Tech signals end of forced arbitration for sexual misconduct claims
The slew of sexual harassment claims that launched the #MeToo movement is changing workplace policy in Silicon Valley one technology giant at a time.
After more than 20,000 Google workers around the globe walked off their jobs in early November to protest lenient treatment of executives accused of sexual misconduct, the internet giant last week dropped its requirement that called for mandatory arbitration of such cases. Facebook followed suit a day later.
"We are publishing our updated Workplace Relationships policy and amending our arbitration agreements to make arbitration a choice rather than a requirement in sexual harassment claims," a Facebook spokesperson said in an email. "Sexual harassment is something that we take very seriously and there is no place for it at Facebook."
Arbitration is a private process whose proceedings and resolutions are often confidential, in which the employer often pays for and picks the arbitrator, giving the employer an upper hand from the start, advocates for workers contend.
"Forced arbitration agreements are a huge problem for workers," said Maya Raghu, director of workplace equality and senior counsel at the National Women's Law Center. "It makes them give up their right to their day in court in exchange for a job."
On Monday, Airbnb issued a statement saying the company would "not require our employees to use arbitration in cases involving discrimination in the workplace," and would do the same in cases involving sexual harassment. The changes, the company emailed, "reflect conversations we have had with employees and outside experts."
eBay also no longer requires sexual harassment claims to be settled through private arbitration. "We've adjusted our existing employee policy regarding sexual harassment claims to better reflect and encourage eBay's values of being open, honest and direct," a spokesperson emailed.
Square ended its policy of forcing employees into private arbitration in cases of sexual harassment at work, according to reporting from BuzzFeed News.
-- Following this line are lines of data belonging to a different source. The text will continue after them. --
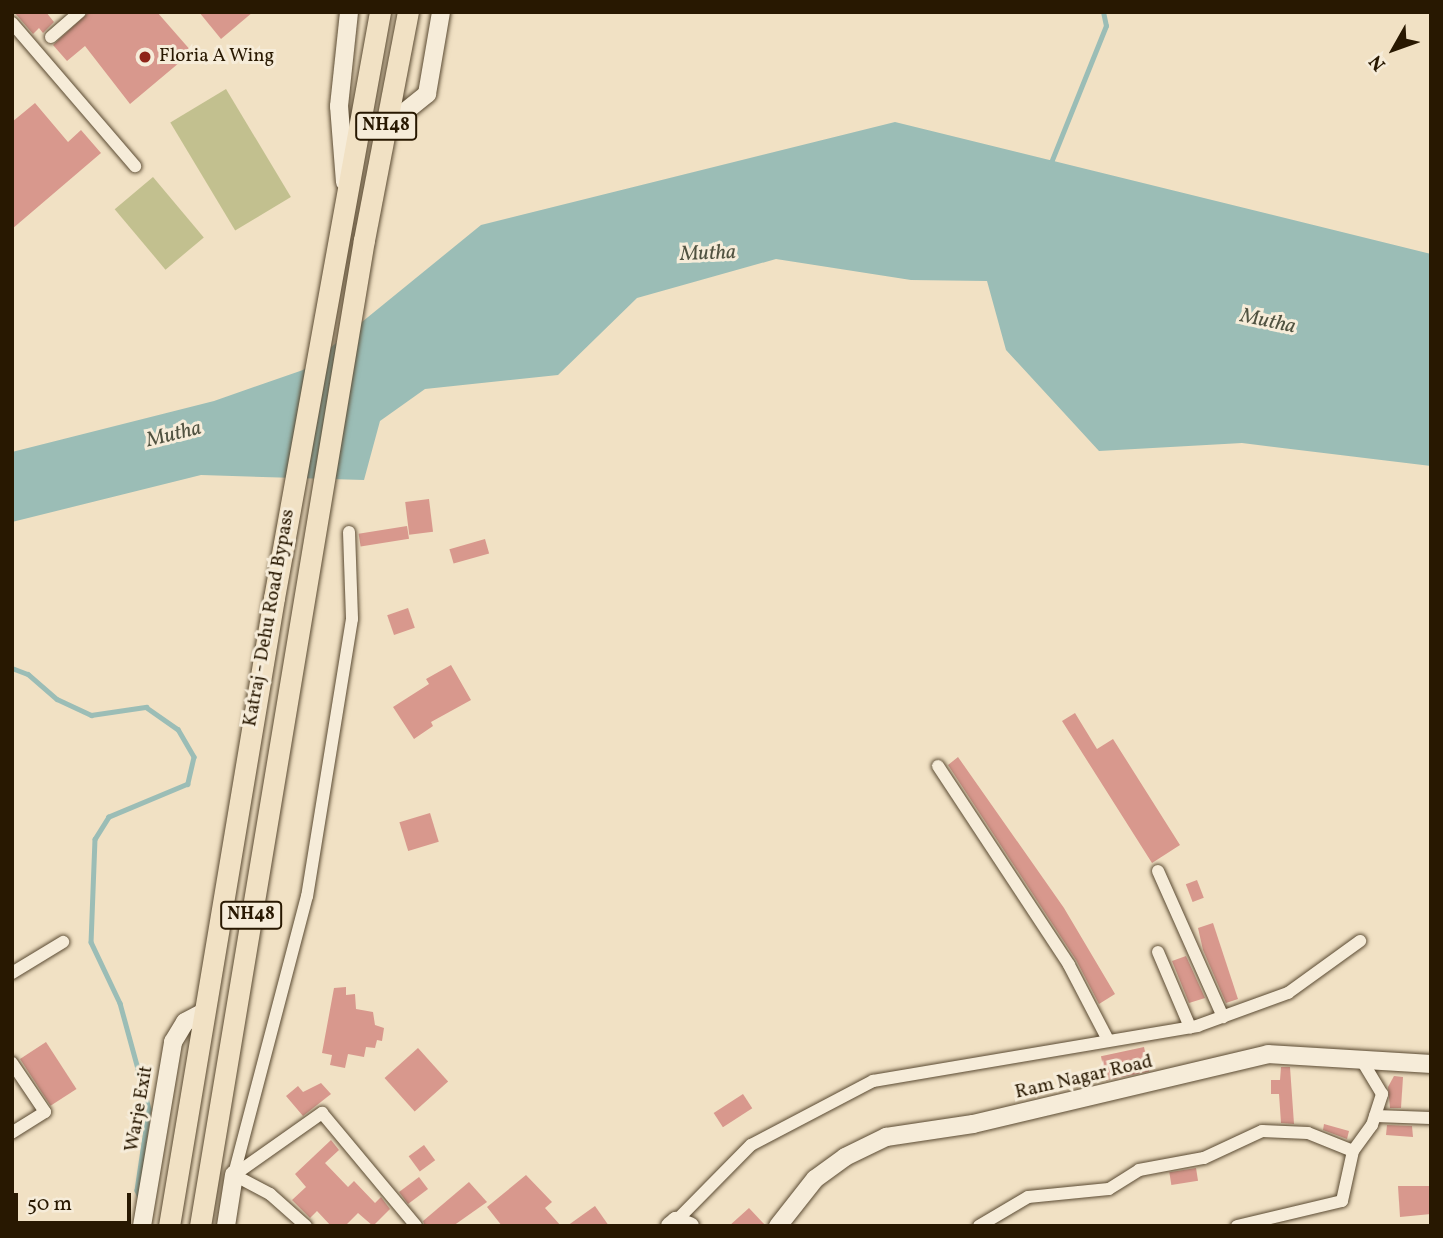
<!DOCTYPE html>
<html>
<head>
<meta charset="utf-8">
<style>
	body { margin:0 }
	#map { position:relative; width:1443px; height:1238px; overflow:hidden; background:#f1e1c4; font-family:Vollkorn,serif }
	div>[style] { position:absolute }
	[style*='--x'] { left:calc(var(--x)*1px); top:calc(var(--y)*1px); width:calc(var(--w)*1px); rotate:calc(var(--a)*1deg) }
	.green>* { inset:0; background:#c2c08f; transform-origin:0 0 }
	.water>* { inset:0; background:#9bbdb6 }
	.stream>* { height:4.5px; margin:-2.25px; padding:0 2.25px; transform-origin:2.25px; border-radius:2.25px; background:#9bbdb6 }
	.building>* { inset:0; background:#d8988d; transform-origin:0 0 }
	.roads { filter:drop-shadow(0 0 2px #5a4a32) drop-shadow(0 0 2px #5a4a32) }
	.street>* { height:12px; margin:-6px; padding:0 6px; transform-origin:6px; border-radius:6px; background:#f6ecd9 }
	.secondary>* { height:18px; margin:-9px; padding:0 9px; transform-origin:9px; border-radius:9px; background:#f6ecd9 }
	.highway>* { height:21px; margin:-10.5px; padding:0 10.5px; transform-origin:10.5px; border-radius:10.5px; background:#f1e1c4 }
	.dots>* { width:19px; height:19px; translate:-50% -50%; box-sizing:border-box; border:4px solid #f6ecd9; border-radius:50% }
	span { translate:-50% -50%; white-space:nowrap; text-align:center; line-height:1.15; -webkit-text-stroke:6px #f6ecd9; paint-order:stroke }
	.shield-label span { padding:2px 5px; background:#f6ecd9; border:2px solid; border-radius:5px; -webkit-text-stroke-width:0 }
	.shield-label { font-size:18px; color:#281801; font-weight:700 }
	.poi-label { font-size:19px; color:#281801 }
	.left { translate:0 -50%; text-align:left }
	.street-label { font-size:19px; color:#281801 }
	.water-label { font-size:21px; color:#505240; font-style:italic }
	.frame { position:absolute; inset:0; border:14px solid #281801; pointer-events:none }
	.north { position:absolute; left:1359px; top:14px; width:70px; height:70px; -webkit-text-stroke:5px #f6ecd9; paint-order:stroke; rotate:230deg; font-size:19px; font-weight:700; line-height:28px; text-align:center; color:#281801 }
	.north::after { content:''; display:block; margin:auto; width:24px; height:32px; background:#281801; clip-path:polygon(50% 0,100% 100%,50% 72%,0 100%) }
	.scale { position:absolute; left:14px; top:1193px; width:117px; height:32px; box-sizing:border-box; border:4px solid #281801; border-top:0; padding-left:9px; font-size:21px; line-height:24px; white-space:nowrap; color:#281801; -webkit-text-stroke:5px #f6ecd9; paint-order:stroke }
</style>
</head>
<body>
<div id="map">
	<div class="green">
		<div style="left:226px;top:89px;width:126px;height:65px;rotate:59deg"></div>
		<div style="left:153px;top:177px;width:79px;height:50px;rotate:50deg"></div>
	</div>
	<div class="water">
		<div style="clip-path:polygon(895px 122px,1431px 254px,1431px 466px,1242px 443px,1099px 451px,1006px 350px,987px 281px,911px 280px,776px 259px,637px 298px,558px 375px,425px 389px,380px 421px,364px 480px,201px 475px,12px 522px,12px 452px,214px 401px,303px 370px,481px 225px)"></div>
	</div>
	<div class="stream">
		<div style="--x:1050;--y:165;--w:150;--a:-68.1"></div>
		<div style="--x:1106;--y:26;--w:14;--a:-102"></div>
		<div style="--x:12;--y:668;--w:17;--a:21"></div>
		<div style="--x:28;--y:674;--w:38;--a:41"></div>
		<div style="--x:57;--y:699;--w:38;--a:25"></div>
		<div style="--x:91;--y:715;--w:56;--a:-8.3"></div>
		<div style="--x:146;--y:707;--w:39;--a:35"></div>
		<div style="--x:178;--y:729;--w:32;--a:60"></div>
		<div style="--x:194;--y:757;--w:28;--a:103"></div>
		<div style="--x:188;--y:784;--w:86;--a:157.3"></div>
		<div style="--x:109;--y:817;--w:26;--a:122"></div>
		<div style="--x:95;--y:839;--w:103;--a:92.2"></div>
		<div style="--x:91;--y:942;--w:68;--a:64.6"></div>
		<div style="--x:120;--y:1003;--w:110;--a:74.7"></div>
		<div style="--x:149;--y:1109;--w:82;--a:98.4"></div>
		<div style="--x:137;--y:1190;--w:11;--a:68"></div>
	</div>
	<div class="building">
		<div style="clip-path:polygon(14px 12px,46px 12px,54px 22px,43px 33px,39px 28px,33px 34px)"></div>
		<div style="clip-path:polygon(89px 12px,157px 12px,192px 52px,130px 104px,85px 46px,67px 61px,53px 45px)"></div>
		<div style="clip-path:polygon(199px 12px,253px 12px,221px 39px)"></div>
		<div style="clip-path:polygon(35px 103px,68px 142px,81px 130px,101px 153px,12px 229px,12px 122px)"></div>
		<div style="left:429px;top:499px;width:33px;height:24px;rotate:83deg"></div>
		<div style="left:407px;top:526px;width:13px;height:49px;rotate:81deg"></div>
		<div style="left:485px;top:539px;width:15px;height:37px;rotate:74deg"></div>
		<div style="left:408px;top:608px;width:21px;height:22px;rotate:71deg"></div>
		<div style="clip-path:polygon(451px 665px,471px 700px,431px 722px,433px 726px,414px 739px,393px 707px,429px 684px,426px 679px)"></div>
		<div style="clip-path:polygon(1075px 713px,1097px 749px,1113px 739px,1180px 845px,1152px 863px,1062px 721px)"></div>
		<div style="clip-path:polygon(958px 757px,1064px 908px,1115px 994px,1099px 1004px,1076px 960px,948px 765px)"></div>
		<div style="left:430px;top:813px;width:30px;height:32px;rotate:73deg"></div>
		<div style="left:1197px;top:880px;width:19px;height:12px;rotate:69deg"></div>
		<div style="clip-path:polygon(1213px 923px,1238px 999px,1226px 1003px,1203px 950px,1198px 928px)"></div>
		<div style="clip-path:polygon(1186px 956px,1205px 998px,1189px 1003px,1172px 961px)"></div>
		<div style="clip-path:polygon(346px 987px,346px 995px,355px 994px,356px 1009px,373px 1012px,375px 1025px,384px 1028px,382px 1041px,377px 1040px,375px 1048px,366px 1047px,364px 1057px,348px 1054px,345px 1068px,330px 1065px,332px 1055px,322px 1053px,334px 988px)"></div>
		<div style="left:46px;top:1042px;width:56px;height:31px;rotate:57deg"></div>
		<div style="left:1144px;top:1047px;width:25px;height:44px;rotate:78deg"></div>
		<div style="left:418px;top:1048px;width:45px;height:45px;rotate:48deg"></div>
		<div style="clip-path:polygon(1281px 1067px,1290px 1067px,1294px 1124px,1281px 1123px,1279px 1094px,1271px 1094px,1271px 1080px,1280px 1080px)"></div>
		<div style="clip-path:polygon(1394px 1076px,1403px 1077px,1401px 1108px,1390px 1108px,1388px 1087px)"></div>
		<div style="clip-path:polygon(321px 1083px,331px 1094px,303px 1116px,286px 1096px,298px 1086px,303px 1092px)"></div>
		<div style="left:743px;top:1094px;width:17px;height:35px;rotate:57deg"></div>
		<div style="clip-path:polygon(1324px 1124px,1349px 1131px,1347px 1139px,1323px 1130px)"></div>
		<div style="clip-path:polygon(1387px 1125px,1412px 1126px,1413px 1137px,1386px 1135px)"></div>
		<div style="clip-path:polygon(331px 1140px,339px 1150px,325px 1163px,348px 1187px,354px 1181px,375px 1203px,381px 1197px,390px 1209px,373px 1226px,358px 1213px,345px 1226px,331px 1226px,317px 1211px,310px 1218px,292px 1200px,306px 1187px,295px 1174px)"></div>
		<div style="left:424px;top:1145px;width:19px;height:19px;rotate:54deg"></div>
		<div style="left:1196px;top:1168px;width:13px;height:27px;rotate:81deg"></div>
		<div style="clip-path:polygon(526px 1175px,552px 1202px,545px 1208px,561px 1226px,502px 1226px,487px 1207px)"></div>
		<div style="left:419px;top:1177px;width:15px;height:25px;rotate:53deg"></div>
		<div style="clip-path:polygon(469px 1182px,487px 1202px,453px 1226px,425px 1226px,423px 1221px)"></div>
		<div style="clip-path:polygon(1398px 1186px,1431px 1186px,1431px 1214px,1400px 1217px)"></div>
		<div style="clip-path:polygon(595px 1206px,609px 1226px,567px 1226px)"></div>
		<div style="clip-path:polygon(749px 1208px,766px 1226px,729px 1226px)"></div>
	</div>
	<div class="roads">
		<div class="street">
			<div style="--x:12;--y:23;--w:189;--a:49.3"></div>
			<div style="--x:51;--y:37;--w:38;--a:-41"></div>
			<div style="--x:349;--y:532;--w:87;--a:88"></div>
			<div style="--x:352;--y:619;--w:281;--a:99.2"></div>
			<div style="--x:307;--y:896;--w:288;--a:104.7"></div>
			<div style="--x:234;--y:1175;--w:108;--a:-35.2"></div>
			<div style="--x:322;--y:1113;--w:147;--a:50.2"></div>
			<div style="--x:938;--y:766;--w:238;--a:56.6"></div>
			<div style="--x:1069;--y:965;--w:85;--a:62.5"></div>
			<div style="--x:1158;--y:871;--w:160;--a:66"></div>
			<div style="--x:1158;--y:952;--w:82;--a:66.9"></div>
			<div style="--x:12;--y:973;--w:60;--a:-31.3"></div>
			<div style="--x:12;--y:1063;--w:59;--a:56"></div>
			<div style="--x:45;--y:1112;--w:39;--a:148"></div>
			<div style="--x:1375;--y:1116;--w:56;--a:2"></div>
			<div style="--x:234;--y:1175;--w:41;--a:27.8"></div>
			<div style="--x:270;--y:1194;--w:48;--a:41.6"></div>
			<div style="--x:676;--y:1221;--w:107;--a:-45.4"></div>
			<div style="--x:751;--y:1145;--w:138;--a:-27.7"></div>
			<div style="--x:873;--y:1081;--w:329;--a:-9.6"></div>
			<div style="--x:1197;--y:1026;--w:97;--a:-19.9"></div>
			<div style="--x:1288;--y:993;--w:89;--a:-35.8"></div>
			<div style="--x:979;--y:1226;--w:57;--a:-30.6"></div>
			<div style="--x:1028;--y:1197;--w:81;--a:-5.6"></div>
			<div style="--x:1109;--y:1189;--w:36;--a:-32"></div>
			<div style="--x:1139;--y:1170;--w:66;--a:-10.5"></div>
			<div style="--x:1204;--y:1158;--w:64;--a:-25"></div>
			<div style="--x:1262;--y:1131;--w:46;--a:2.5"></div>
			<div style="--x:1308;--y:1133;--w:48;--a:21.8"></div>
			<div style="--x:1237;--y:1226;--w:108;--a:-13.4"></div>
			<div style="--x:1342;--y:1201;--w:51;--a:-77.6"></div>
			<div style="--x:1353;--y:1151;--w:32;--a:-54"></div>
			<div style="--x:1372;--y:1125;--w:33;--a:-72"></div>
			<div style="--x:1382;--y:1094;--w:41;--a:-121"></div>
		</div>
		<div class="secondary">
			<div style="--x:386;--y:127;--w:53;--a:-38.8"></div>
			<div style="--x:427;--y:94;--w:83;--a:-80.3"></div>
			<div style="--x:345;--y:182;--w:76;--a:-94.5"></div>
			<div style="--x:339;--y:106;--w:95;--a:-83.9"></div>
			<div style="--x:142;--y:1226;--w:187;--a:-80.4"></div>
			<div style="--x:173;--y:1042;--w:23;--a:-59"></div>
			<div style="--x:185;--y:1022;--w:19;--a:-28"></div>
			<div style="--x:226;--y:1226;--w:52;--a:-81.1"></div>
			<div style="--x:670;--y:1226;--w:8;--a:-40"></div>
			<div style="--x:676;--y:1221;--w:15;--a:20"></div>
			<div style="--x:778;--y:1226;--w:60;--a:-51.8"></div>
			<div style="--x:815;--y:1179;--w:37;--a:-36"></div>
			<div style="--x:845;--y:1157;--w:46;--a:-26"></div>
			<div style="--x:886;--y:1137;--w:88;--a:-8.5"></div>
			<div style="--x:973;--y:1124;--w:303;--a:-13.3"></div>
			<div style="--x:1268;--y:1054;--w:163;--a:3.5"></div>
		</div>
		<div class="highway">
			<div style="--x:169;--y:1226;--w:637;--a:-80.51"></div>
			<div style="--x:274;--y:598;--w:596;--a:-79.75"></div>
			<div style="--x:200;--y:1226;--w:1000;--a:-80.56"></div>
			<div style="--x:364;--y:240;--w:232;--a:-79.1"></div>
		</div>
	</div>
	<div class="dots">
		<div style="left:145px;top:57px;background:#8f2418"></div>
	</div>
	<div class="shield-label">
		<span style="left:386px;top:126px">NH48</span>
		<span style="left:251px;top:915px">NH48</span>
	</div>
	<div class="poi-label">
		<span class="left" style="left:159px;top:57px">Floria A Wing</span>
	</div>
	<div class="street-label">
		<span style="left:270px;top:618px;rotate:-80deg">Katraj - Dehu Road Bypass</span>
		<span style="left:1084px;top:1078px;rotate:-13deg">Ram Nagar Road</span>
		<span style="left:140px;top:1109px;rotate:-80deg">Warje Exit</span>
	</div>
	<div class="water-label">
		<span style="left:708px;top:254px;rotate:-2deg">Mutha</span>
		<span style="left:1268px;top:322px;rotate:12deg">Mutha</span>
		<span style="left:174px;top:435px;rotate:-14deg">Mutha</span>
	</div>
	<div class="frame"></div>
	<div class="north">N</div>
	<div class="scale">50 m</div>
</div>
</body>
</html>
The company didn't immediately respond to a request for comment.
"It's very positive. I don't think we would have seen it without the MeToo movement, without workers walking off their jobs," said Angela Cornell, a clinical professor of law and director of the Labor Law Clinic at Cornell Law School.
Microsoft was an early advocate for ending the agreements that critics contend help cover sexual harassment at work by keeping the claims out of court. In December 2017, it said it had dispensed with forced arbitration.
Uber and Lyft in May said they were eliminating forced arbitration agreements for employees, riders and drivers who make sexual assault or harassment claims against the companies.
"It is significant that in response to worker and public pressure, some large corporations are starting to change their practices and are restoring to workers the option of taking such claims to court," said Raghu. "It helps put pressure on their peers to do so."
Companies don't publicize the practice of requiring employees to sign such agreements, but they are believed to be widespread. More than half, at least 55 percent, of workers are subject to forced arbitration, estimated the left-leaning Economic Policy Institute in a recent report. Clauses typically cover a range of employment disputes, including sexual harassment and civil rights violations.
The changes Google and Facebook have made are important, yet limited, said Raghu. She noted the policy updates appear limited to sexual harassment and assault claims, and leave out other forms of harassment and discrimination. Further, Google's policy change is explicitly limited to "individual" claims and seems to still enforce arbitration for collective or class claims, in which workers join forces to challenge harassment or discrimination, she added.
The National Employment Lawyers Association, a trade group of lawyers who represent workers, believes 80 of the companies in the Fortune 100 use arbitration and at least 52 use forced arbitration, but an exact accounting is difficult.
As Terry O'Neill, the group's executive director, told The Washington Post: "It's remarkably difficult to find that out, because these are secret employment agreements."